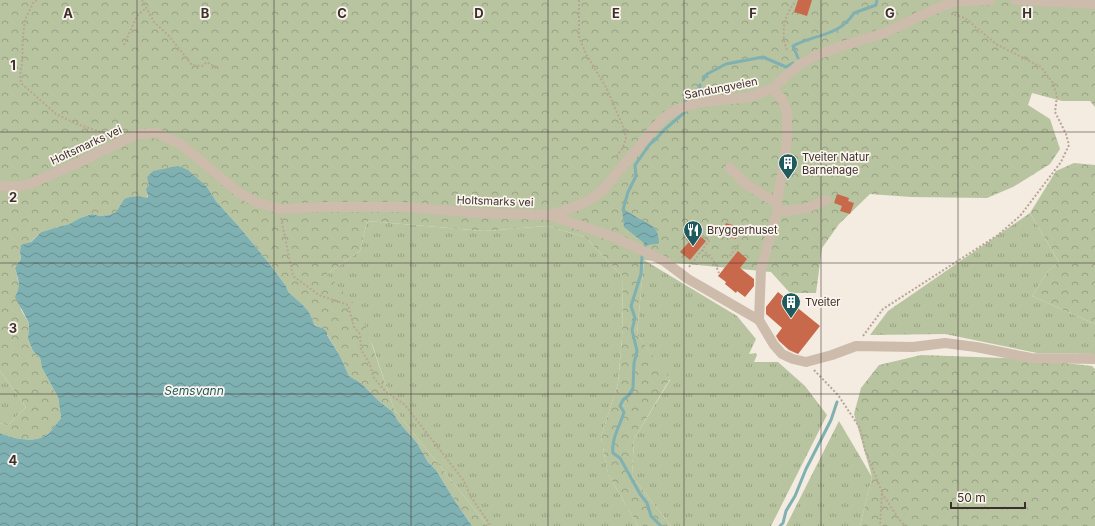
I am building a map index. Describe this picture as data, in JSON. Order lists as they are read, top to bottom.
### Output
{
  "streets": {
    "street": ["Sandungveien", "Holtsmarks vei"]
  },
  "crossings": [
    ["Sandungveien", "Holtsmarks vei"]
  ],
  "water": ["Semsvann"],
  "places": {
    "building": ["Tveiter Natur Barnehage", "Tveiter"],
    "restaurant": ["Bryggerhuset"]
  },
  "scale_bar": "50 m",
  "grid": {
    "columns": [
      "A",
      "B",
      "C",
      "D",
      "E",
      "F",
      "G",
      "H"
    ],
    "rows": [
      "1",
      "2",
      "3",
      "4"
    ]
  }
}
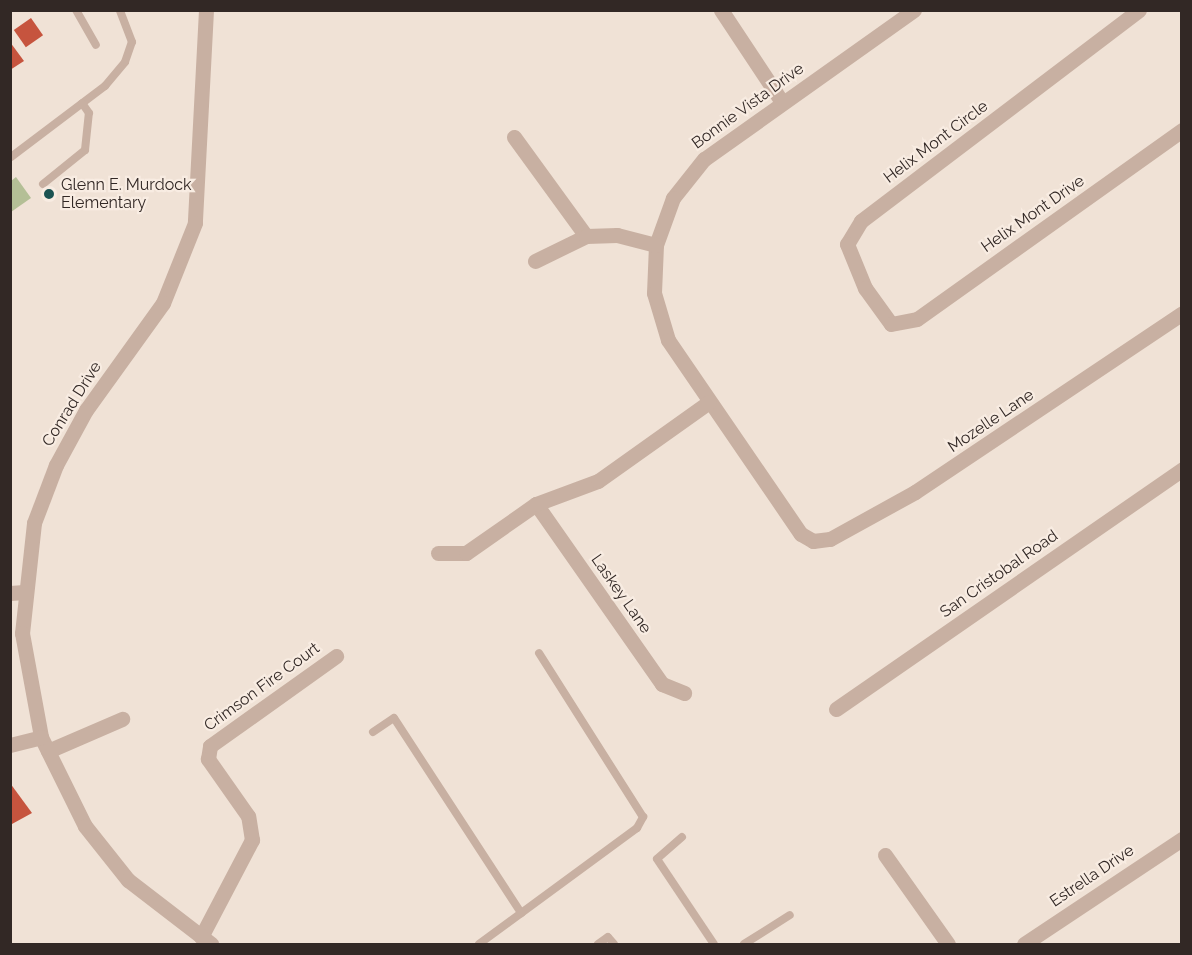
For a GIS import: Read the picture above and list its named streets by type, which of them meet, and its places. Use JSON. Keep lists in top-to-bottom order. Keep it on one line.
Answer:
{"streets":{"street":["Bonnie Vista Drive","Helix Mont Circle","Helix Mont Drive","Conrad Drive","Mozelle Lane","San Cristobal Road","Laskey Lane","Crimson Fire Court","Estrella Drive"]},"crossings":[["Bonnie Vista Drive","Mozelle Lane"],["Helix Mont Circle","Helix Mont Drive"],["Conrad Drive","Crimson Fire Court"]],"places":["Glenn E. Murdock Elementary"]}
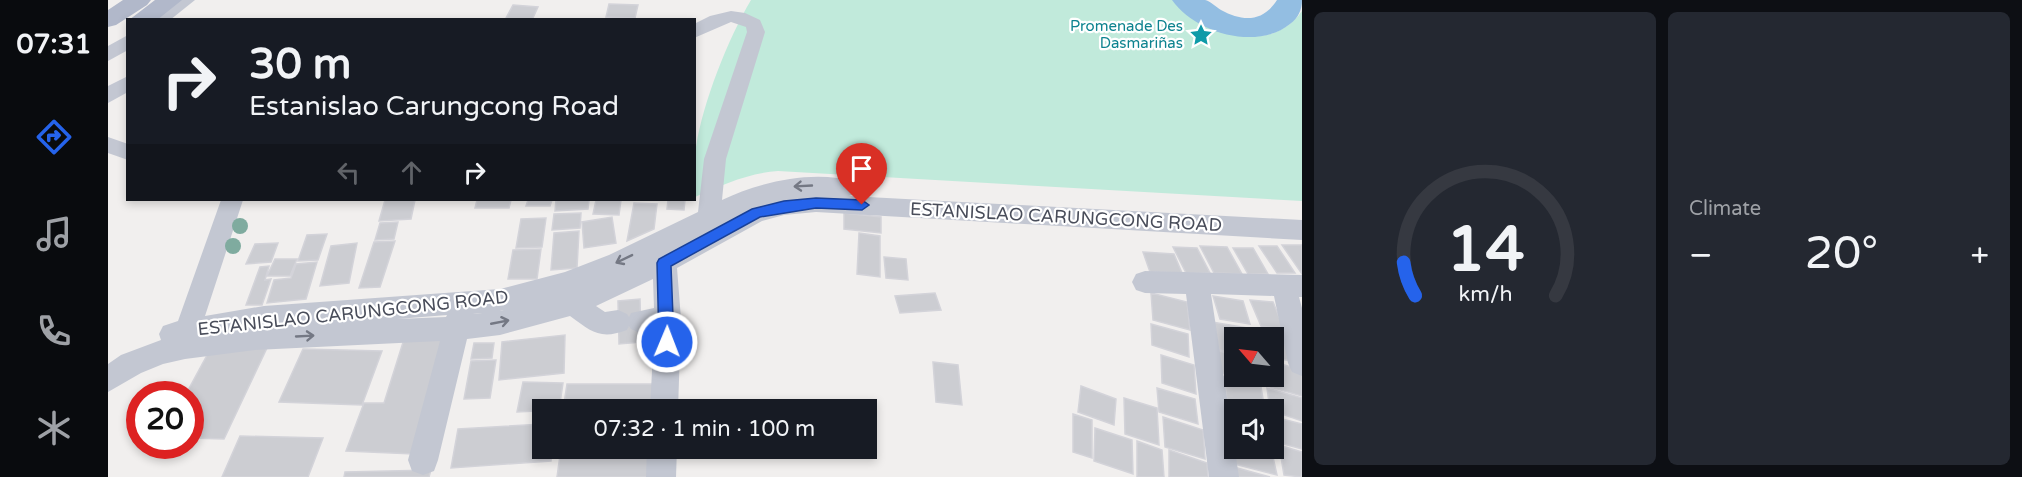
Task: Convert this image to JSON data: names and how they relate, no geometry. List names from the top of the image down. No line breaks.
{"streets":{"street":["ESTANISLAO CARUNGCONG ROAD"]},"places":{"place":["Promenade Des Dasmariñas"]},"north":"top left","page":{"tabs":"07:31","tile":"Climate","turn":["30 m","Estanislao Carungcong Road"],"heat":["−","20°","+"],"limit":"20","trip":"07:32 · 1 min · 100 m","gauge":["14","km/h"]}}
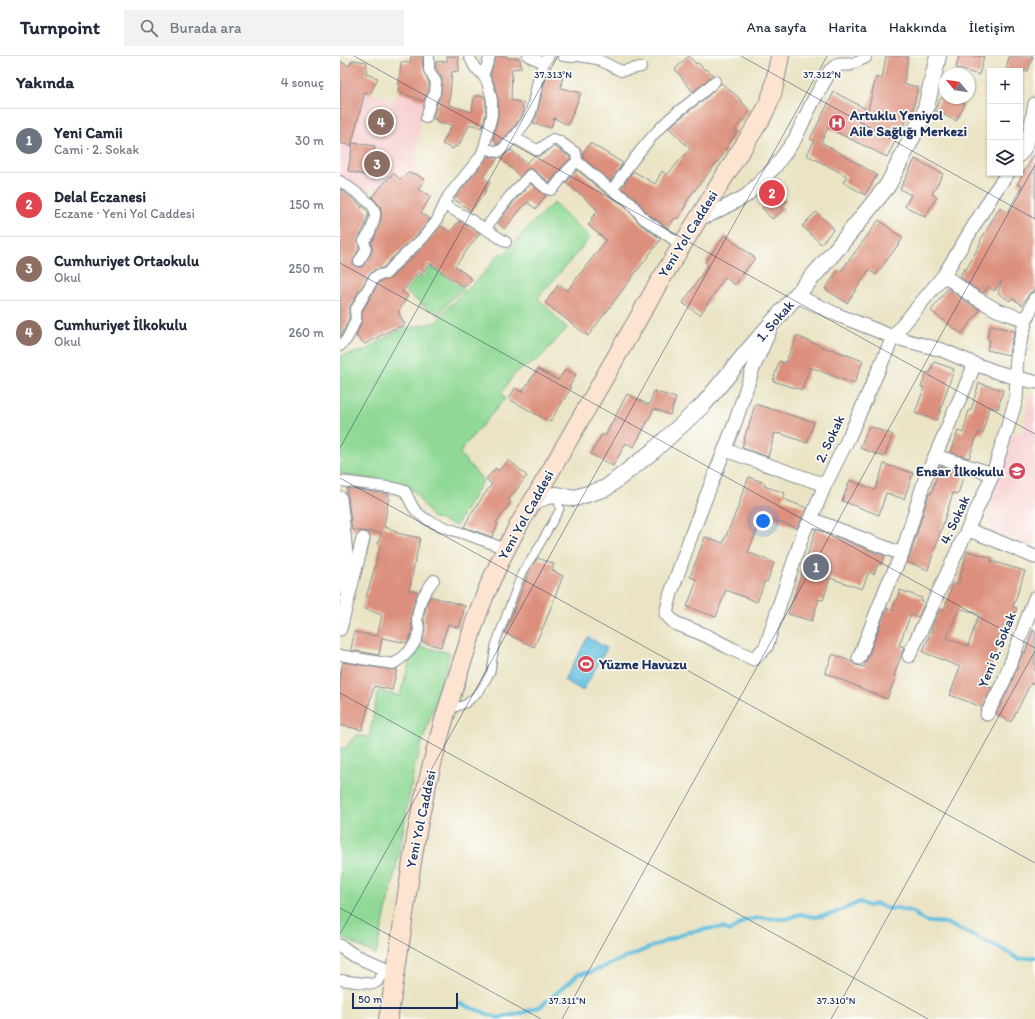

+---+

▸ **What needs to be done**: Copy all lines from the material that hold "lists".

▸ **Response to this exercise**:
I am building a map index. Describe this picture as data, in JSON. Order lists as they are read, top to bottom.
For a GIS import: Read the picture above and list its named streets by type, which of them meet, and its places. Use JSON. Keep lists in top-to-bottom order. Keep it on one line.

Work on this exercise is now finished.